RECORDED INFORMATION START

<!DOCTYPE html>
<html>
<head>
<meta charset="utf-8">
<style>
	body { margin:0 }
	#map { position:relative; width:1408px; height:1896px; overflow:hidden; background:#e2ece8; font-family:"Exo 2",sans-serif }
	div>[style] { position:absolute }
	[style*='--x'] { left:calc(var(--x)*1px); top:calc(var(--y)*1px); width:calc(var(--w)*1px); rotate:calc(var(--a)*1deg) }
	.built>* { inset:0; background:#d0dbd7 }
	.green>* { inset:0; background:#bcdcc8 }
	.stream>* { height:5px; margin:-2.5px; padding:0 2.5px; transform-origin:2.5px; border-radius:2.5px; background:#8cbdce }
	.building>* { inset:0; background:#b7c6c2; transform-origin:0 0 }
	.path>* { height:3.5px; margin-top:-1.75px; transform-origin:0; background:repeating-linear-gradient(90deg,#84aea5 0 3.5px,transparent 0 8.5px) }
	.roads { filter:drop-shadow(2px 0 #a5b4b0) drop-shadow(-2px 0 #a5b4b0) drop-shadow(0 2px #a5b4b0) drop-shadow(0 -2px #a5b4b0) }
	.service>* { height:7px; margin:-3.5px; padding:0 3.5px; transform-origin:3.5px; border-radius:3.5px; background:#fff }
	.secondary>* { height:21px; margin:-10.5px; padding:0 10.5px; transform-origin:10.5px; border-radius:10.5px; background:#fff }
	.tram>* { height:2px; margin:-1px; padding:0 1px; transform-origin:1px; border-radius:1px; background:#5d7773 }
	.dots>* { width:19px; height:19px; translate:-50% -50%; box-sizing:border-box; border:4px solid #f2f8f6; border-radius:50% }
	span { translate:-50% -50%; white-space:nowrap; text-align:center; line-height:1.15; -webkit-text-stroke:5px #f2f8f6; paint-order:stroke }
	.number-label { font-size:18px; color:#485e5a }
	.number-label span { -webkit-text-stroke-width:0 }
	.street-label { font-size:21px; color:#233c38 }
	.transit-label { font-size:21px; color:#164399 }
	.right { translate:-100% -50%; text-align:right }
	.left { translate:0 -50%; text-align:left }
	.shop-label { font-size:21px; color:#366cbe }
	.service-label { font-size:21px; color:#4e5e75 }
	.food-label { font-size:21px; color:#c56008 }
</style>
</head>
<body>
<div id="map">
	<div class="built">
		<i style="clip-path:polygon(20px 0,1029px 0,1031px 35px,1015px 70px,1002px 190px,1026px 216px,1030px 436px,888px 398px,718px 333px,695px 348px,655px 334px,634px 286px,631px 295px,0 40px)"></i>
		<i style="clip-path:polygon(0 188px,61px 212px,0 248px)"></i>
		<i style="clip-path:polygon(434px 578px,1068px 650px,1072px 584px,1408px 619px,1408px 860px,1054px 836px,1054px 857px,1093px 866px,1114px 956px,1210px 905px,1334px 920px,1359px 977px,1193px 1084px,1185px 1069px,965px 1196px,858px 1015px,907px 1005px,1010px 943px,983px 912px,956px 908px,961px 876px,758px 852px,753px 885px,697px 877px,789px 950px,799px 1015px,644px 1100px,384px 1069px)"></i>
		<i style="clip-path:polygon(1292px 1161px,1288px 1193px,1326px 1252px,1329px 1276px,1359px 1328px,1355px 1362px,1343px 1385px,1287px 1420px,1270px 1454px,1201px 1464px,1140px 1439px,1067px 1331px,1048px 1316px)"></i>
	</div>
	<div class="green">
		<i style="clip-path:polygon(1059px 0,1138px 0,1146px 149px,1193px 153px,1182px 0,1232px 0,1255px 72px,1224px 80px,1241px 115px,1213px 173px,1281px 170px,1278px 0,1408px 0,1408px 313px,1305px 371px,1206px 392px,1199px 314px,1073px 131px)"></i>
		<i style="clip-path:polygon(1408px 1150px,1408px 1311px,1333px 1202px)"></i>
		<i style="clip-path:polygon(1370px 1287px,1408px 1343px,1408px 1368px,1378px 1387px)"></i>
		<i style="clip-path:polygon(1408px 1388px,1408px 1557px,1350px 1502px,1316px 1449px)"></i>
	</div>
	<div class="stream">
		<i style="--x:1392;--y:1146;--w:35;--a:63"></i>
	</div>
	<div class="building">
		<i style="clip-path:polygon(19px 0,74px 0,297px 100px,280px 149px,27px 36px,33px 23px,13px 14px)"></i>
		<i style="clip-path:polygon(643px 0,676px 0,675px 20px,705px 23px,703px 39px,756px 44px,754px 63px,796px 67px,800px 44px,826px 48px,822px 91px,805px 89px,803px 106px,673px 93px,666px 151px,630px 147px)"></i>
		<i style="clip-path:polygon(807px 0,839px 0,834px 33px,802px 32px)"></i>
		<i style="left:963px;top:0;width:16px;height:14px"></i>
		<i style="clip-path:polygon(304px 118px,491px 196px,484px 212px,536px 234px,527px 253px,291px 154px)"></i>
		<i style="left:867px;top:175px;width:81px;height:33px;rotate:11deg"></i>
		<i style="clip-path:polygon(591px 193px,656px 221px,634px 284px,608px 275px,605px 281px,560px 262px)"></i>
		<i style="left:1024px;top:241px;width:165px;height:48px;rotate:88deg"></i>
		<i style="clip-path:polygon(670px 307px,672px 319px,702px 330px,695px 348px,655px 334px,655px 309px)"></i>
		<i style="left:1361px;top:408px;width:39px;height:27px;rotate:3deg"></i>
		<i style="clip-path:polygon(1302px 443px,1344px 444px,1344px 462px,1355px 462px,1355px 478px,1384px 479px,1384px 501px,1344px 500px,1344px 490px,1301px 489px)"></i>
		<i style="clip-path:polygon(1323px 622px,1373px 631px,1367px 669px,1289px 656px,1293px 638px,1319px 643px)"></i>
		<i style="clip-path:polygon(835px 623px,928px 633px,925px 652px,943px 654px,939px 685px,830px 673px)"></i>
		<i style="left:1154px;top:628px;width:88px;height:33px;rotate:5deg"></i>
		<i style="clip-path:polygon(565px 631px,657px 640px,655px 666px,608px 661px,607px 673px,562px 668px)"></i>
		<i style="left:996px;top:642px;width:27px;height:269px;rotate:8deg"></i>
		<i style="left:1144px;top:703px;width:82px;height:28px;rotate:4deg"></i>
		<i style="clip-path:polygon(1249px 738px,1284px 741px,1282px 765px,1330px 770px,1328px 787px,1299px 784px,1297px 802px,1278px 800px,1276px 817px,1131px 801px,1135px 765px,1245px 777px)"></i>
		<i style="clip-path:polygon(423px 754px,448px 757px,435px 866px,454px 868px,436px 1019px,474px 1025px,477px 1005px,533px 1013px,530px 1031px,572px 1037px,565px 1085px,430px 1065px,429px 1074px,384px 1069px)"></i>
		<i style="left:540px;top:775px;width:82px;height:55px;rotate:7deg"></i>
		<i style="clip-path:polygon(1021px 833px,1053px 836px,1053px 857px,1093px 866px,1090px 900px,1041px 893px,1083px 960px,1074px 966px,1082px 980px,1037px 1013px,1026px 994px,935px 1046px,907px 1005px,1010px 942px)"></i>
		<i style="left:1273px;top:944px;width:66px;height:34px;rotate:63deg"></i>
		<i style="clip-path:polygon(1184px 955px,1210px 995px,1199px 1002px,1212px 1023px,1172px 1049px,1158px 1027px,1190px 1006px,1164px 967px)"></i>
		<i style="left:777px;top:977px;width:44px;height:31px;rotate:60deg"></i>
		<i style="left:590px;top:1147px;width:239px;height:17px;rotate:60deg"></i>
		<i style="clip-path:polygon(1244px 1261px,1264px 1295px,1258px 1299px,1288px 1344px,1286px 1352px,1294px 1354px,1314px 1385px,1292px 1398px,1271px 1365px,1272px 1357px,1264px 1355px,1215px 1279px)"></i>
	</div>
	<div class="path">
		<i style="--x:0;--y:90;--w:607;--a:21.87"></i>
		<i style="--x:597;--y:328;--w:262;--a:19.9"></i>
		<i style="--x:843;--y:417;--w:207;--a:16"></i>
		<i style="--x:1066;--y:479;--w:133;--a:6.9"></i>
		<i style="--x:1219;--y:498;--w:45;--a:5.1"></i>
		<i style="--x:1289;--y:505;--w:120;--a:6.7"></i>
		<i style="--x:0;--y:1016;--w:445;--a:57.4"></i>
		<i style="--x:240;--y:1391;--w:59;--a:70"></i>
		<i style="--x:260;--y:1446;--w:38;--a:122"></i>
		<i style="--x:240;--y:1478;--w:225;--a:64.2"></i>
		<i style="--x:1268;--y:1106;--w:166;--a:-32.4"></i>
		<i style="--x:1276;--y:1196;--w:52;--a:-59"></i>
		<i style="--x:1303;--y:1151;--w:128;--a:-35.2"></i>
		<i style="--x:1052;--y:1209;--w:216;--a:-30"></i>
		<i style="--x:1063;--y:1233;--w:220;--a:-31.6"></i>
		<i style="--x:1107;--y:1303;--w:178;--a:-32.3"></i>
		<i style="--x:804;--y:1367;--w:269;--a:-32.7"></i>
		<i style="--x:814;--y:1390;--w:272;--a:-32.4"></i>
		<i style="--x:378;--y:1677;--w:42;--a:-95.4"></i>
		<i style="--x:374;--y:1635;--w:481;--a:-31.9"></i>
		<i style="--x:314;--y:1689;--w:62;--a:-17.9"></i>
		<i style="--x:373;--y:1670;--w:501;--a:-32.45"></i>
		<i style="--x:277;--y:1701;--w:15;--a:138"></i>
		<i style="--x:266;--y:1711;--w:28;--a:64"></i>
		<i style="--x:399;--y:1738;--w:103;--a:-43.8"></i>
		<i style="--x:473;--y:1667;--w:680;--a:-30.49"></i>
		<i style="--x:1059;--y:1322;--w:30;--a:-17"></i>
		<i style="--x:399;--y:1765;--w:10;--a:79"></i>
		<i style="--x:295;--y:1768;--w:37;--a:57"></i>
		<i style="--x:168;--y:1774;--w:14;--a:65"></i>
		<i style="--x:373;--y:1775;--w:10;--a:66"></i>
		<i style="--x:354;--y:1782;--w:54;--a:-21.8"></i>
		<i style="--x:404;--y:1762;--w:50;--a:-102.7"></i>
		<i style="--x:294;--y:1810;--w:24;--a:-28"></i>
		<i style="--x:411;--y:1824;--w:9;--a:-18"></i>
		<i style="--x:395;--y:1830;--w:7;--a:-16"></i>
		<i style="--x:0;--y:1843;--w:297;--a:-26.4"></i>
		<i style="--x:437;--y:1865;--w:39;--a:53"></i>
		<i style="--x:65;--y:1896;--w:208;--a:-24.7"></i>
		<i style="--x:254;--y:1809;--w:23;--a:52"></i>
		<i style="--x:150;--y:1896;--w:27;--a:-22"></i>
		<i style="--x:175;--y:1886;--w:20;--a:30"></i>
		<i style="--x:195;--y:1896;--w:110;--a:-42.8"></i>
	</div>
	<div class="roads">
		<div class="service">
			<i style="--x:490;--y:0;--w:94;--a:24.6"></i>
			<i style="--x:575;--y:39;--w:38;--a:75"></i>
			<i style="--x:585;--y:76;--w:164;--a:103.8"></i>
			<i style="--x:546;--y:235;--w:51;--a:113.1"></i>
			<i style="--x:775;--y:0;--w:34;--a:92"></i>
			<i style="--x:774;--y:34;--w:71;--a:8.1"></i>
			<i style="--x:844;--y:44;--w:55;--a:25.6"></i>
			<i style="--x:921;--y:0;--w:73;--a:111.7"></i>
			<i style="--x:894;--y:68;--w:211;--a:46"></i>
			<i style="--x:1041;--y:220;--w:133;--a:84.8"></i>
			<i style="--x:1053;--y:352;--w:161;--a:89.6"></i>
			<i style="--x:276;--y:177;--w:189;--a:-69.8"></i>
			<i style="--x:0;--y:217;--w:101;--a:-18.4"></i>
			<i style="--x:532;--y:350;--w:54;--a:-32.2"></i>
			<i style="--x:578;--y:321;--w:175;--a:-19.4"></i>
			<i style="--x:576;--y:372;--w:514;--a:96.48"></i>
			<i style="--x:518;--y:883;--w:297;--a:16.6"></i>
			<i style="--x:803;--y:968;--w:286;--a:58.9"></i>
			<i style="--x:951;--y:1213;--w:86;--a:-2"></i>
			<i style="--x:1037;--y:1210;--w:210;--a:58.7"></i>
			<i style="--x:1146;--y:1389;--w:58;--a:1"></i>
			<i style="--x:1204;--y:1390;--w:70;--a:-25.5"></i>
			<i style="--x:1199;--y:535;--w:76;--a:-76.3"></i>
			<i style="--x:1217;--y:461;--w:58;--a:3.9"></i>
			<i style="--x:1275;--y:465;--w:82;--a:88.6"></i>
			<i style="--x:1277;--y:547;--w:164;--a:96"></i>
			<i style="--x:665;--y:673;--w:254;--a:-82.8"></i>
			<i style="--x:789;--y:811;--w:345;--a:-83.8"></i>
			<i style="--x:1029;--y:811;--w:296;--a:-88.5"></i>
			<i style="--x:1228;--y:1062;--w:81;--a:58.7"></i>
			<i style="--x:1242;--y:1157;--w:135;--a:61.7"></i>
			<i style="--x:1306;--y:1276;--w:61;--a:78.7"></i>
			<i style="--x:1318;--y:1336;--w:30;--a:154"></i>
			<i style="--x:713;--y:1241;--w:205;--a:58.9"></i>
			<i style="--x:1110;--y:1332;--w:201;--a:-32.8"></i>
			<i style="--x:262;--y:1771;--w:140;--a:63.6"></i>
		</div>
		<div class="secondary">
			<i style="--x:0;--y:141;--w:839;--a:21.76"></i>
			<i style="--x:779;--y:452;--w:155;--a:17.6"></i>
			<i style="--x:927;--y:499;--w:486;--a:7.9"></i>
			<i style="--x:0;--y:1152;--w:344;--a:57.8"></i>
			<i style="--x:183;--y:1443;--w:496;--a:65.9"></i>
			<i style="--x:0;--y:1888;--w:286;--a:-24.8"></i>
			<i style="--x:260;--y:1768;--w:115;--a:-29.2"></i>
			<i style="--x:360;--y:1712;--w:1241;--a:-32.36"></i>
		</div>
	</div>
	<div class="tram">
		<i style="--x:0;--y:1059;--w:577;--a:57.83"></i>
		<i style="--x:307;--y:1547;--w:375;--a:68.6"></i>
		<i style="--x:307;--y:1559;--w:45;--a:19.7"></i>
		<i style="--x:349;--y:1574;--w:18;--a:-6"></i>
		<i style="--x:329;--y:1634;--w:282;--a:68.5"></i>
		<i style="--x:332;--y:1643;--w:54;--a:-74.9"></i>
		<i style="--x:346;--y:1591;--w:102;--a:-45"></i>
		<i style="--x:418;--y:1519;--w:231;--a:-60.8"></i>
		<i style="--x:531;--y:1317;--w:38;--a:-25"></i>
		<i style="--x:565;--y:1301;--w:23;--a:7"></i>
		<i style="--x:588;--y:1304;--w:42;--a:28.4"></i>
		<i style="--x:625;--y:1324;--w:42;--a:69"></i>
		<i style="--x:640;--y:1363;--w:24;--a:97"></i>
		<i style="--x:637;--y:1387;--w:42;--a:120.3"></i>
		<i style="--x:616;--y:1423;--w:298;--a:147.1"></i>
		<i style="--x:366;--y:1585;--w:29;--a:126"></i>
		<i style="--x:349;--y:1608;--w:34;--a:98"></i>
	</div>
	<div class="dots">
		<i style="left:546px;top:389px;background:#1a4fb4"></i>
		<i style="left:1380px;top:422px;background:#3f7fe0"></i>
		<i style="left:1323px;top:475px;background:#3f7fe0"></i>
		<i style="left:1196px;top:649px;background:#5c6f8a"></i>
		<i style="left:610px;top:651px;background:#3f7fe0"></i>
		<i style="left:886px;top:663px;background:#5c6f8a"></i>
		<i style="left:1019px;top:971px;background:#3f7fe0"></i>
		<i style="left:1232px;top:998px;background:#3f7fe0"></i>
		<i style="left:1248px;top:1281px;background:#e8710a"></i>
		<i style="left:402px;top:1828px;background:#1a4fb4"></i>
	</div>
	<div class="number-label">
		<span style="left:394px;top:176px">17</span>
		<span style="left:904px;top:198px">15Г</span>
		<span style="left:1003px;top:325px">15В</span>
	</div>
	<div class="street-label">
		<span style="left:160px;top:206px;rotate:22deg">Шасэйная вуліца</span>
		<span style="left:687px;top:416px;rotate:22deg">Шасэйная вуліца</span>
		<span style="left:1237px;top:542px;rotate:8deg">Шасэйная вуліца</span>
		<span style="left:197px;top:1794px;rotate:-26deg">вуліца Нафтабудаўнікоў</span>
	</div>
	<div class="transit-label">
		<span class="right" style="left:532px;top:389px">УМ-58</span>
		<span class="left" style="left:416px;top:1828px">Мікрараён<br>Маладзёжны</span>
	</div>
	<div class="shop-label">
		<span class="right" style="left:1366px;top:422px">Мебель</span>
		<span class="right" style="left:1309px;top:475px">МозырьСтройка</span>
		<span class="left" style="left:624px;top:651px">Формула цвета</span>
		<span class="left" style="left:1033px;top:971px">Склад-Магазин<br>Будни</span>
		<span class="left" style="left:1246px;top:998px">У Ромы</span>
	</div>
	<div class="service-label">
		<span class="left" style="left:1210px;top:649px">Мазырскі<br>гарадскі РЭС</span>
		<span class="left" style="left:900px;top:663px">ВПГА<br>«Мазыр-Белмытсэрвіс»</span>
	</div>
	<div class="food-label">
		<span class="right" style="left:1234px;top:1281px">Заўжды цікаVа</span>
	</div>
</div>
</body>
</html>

RECORDED INFORMATION END

→ **EXERCISE AIM**: Checking each line of the data, count the ones containing "webkit", and give only that count.

→ **ANSWER AREA**: 2